Dataset excerpts

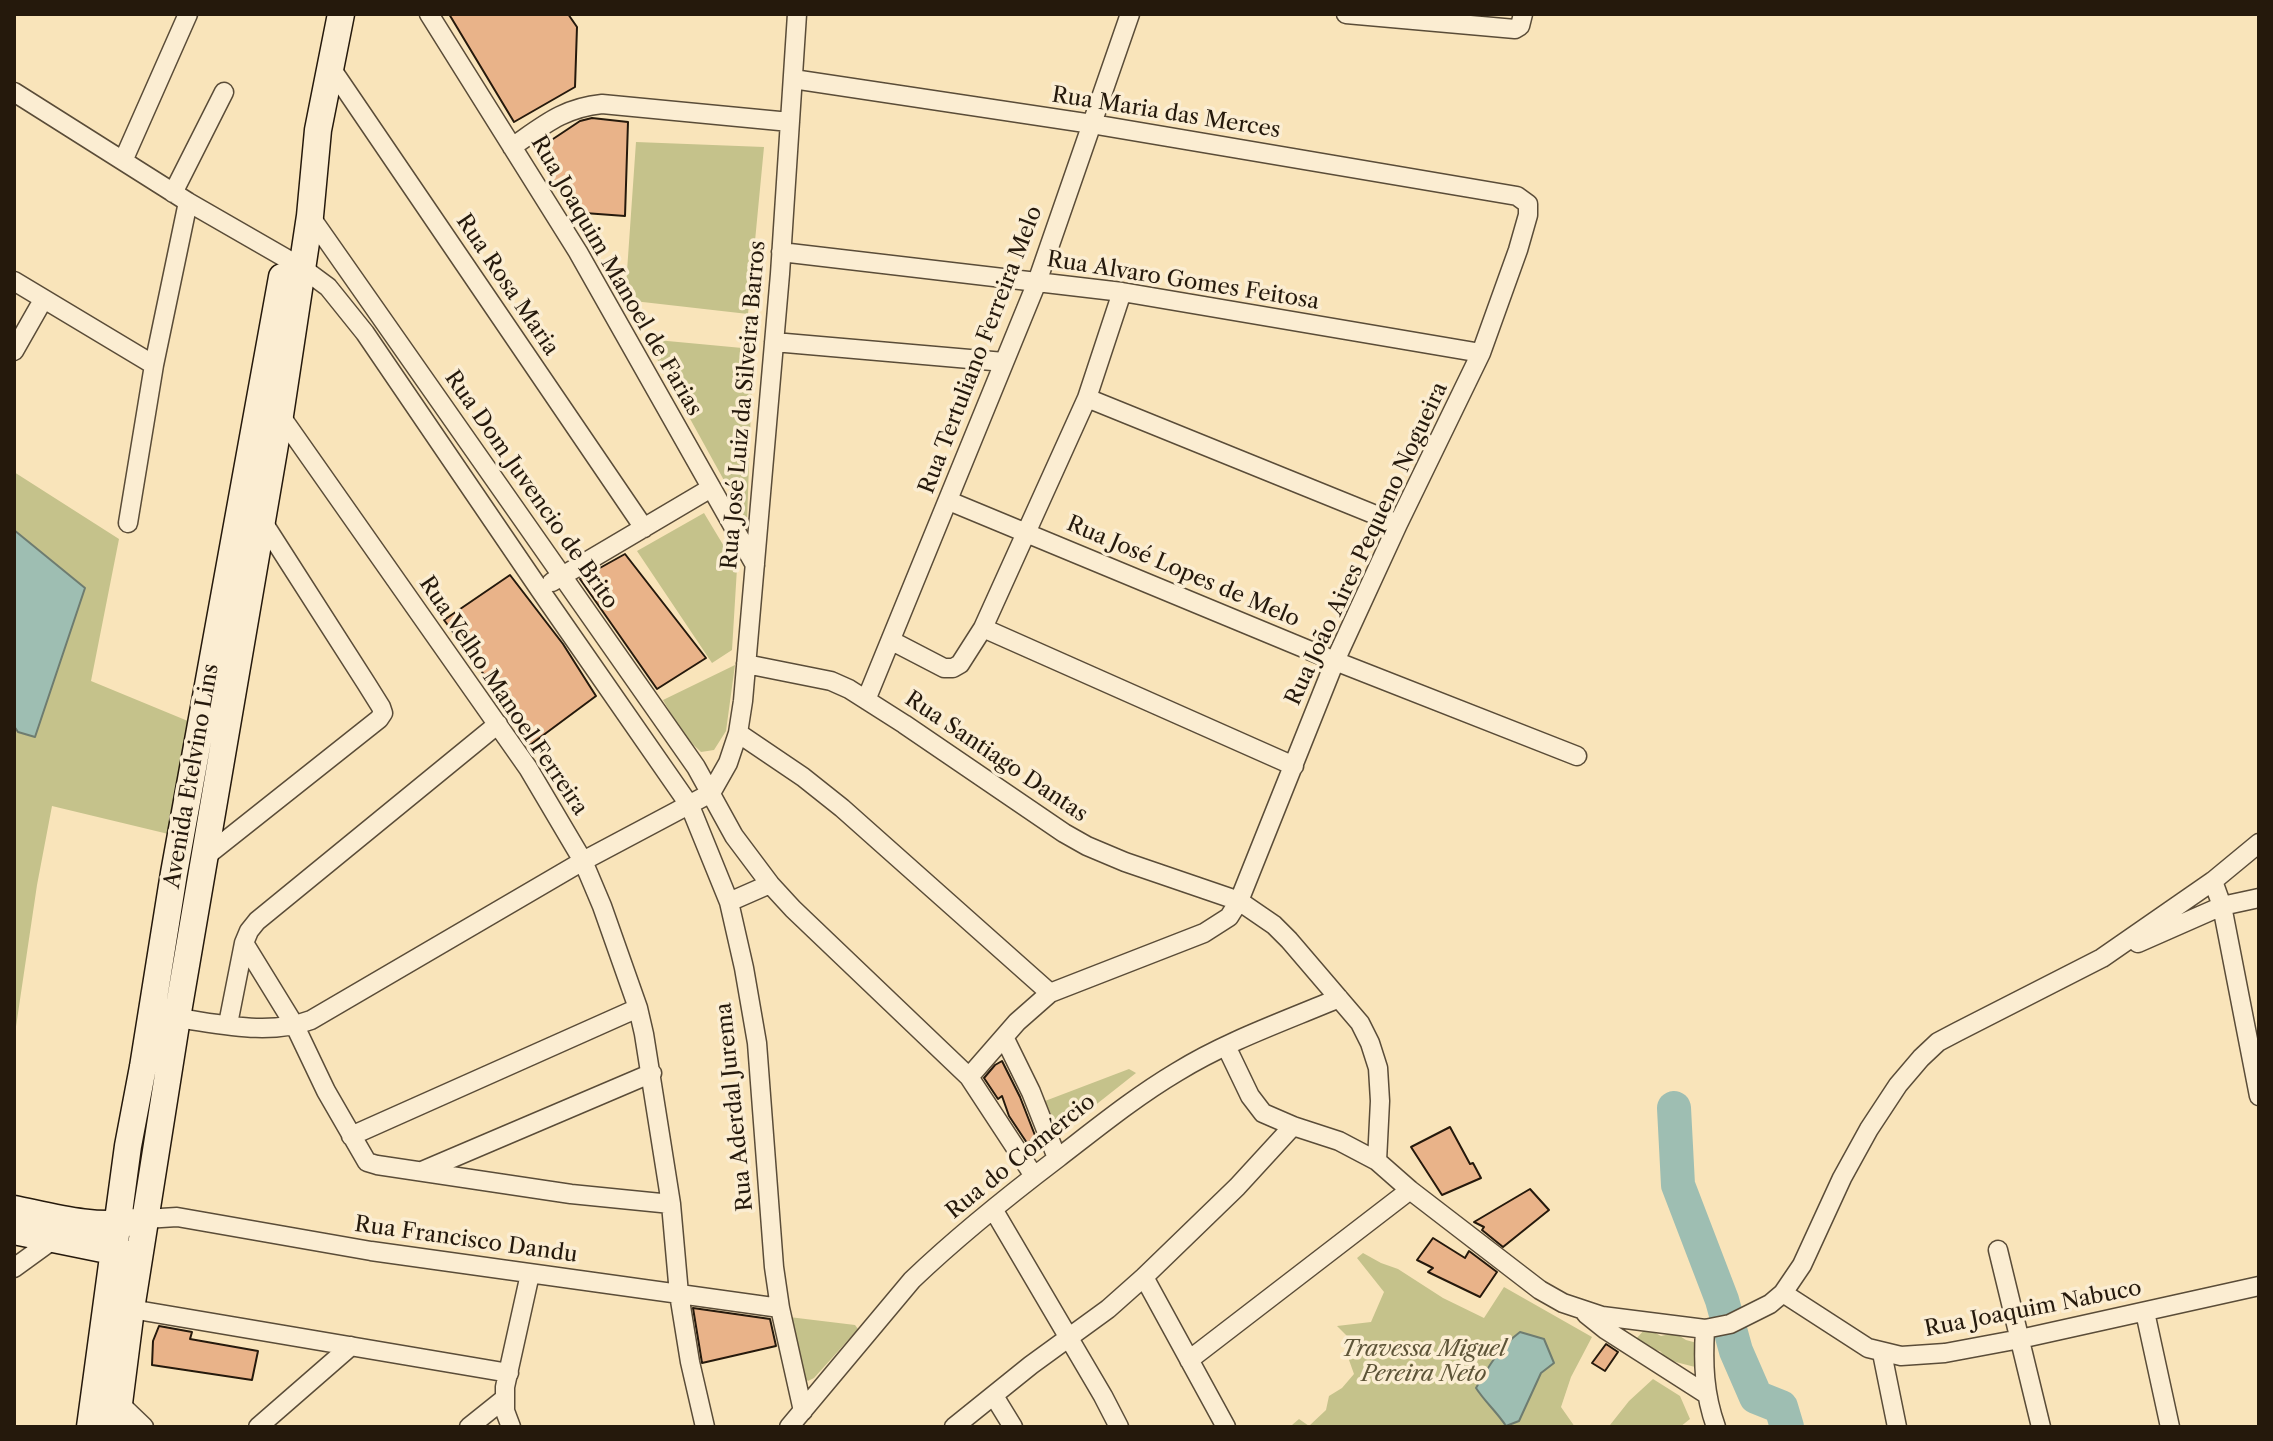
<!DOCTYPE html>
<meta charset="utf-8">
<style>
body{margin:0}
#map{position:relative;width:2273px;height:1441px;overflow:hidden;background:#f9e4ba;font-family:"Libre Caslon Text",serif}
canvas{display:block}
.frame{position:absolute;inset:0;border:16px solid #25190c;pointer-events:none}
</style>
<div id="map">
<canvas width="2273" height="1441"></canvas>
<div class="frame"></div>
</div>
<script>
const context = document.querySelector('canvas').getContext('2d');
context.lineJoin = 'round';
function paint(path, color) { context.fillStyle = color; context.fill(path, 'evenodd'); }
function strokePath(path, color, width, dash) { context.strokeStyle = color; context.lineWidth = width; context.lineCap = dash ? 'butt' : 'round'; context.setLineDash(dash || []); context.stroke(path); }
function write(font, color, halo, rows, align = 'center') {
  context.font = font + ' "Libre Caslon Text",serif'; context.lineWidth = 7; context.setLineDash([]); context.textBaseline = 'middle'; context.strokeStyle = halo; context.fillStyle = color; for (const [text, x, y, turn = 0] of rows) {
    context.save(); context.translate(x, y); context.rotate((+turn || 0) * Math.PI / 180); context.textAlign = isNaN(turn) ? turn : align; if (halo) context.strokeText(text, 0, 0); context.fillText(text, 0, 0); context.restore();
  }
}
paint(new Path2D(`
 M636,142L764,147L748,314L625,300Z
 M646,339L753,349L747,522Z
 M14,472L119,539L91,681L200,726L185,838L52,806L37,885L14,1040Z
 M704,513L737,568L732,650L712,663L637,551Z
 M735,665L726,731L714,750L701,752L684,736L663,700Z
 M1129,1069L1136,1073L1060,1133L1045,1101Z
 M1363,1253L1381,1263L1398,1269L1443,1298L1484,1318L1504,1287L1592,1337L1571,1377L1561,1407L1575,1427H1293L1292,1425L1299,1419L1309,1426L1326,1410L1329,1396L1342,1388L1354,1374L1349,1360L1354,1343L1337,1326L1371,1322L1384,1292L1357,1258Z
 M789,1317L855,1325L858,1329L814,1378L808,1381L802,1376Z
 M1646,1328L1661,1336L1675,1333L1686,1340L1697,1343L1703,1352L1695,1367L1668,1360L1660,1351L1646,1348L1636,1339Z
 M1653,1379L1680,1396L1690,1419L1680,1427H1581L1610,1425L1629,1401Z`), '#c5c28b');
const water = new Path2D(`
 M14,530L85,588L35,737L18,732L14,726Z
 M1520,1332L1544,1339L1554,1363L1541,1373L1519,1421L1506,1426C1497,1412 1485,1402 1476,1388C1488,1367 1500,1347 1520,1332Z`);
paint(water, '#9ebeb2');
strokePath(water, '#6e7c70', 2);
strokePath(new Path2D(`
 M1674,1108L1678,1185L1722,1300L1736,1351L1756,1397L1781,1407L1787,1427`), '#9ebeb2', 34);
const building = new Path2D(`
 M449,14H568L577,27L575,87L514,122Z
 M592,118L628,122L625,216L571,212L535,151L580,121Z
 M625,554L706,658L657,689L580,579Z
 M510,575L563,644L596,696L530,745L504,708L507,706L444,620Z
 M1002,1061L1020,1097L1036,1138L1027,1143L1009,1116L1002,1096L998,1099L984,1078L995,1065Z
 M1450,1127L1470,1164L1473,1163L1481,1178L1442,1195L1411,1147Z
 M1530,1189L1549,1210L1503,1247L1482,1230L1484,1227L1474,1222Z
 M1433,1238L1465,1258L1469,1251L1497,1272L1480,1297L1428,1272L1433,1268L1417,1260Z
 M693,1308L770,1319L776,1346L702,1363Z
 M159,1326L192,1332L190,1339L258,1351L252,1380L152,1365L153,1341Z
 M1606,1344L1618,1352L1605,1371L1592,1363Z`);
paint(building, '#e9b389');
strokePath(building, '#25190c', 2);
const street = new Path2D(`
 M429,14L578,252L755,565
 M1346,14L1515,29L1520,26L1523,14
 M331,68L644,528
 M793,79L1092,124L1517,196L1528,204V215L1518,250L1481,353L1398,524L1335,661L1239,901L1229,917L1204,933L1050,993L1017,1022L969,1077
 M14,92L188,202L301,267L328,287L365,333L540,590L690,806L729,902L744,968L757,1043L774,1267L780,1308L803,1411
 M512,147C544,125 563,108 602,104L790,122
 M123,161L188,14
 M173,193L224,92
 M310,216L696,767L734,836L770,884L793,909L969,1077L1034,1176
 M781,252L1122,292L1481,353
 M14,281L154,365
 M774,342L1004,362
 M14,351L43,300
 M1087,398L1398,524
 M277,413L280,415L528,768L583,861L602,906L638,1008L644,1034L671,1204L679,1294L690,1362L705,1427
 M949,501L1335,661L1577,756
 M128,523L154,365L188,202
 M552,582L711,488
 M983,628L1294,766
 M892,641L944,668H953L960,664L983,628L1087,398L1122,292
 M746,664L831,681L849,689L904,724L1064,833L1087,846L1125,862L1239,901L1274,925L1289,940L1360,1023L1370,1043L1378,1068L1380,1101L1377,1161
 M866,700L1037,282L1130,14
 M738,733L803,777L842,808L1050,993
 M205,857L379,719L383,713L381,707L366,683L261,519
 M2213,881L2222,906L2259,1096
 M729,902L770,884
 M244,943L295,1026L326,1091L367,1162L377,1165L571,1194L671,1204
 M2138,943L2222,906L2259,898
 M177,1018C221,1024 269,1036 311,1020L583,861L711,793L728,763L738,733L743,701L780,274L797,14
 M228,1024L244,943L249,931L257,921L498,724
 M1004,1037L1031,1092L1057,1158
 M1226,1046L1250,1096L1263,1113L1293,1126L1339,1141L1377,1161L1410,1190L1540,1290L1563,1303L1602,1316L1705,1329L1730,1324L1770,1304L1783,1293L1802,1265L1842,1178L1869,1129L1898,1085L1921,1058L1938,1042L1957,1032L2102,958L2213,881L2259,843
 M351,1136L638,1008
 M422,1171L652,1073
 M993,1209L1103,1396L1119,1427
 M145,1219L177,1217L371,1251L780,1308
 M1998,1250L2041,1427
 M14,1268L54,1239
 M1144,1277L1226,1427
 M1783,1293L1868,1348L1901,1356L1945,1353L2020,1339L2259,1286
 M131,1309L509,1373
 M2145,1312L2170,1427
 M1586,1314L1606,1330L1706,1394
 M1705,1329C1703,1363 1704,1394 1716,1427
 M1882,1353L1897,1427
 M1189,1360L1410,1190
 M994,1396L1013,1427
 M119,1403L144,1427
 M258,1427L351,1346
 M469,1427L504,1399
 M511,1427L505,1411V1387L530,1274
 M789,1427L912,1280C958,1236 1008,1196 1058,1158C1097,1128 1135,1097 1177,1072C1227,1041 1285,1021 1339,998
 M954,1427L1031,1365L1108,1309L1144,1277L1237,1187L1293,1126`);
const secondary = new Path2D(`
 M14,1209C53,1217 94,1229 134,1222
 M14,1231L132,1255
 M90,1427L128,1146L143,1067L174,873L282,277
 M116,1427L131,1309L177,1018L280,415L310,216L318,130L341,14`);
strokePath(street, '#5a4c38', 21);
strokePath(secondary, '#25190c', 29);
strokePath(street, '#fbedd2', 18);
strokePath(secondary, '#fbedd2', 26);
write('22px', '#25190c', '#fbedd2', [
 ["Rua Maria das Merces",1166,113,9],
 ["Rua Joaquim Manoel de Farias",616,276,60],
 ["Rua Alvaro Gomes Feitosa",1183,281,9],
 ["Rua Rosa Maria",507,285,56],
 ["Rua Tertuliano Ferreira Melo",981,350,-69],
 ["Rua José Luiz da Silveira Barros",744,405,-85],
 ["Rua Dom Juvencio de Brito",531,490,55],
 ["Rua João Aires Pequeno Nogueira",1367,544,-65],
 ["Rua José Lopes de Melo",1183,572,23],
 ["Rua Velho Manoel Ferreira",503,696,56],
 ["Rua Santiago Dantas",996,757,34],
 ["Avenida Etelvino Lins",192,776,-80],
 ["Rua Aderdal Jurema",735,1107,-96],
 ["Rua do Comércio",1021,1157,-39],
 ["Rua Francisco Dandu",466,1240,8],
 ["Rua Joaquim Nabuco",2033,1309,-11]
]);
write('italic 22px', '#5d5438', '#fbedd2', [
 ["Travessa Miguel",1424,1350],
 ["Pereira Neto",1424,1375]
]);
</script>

*Instructions for the task*
Above are the records. Copy every line in them holding "context".

*Output*
const context = document.querySelector('canvas').getContext('2d');
context.lineJoin = 'round';
function paint(path, color) { context.fillStyle = color; context.fill(path, 'evenodd'); }
function strokePath(path, color, width, dash) { context.strokeStyle = color; context.lineWidth = width; context.lineCap = dash ? 'butt' : 'round'; context.setLineDash(dash || []); context.stroke(path); }
  context.font = font + ' "Libre Caslon Text",serif'; context.lineWidth = 7; context.setLineDash([]); context.textBaseline = 'middle'; context.strokeStyle = halo; context.fillStyle = color; for (const [text, x, y, turn = 0] of rows) {
    context.save(); context.translate(x, y); context.rotate((+turn || 0) * Math.PI / 180); context.textAlign = isNaN(turn) ? turn : align; if (halo) context.strokeText(text, 0, 0); context.fillText(text, 0, 0); context.restore();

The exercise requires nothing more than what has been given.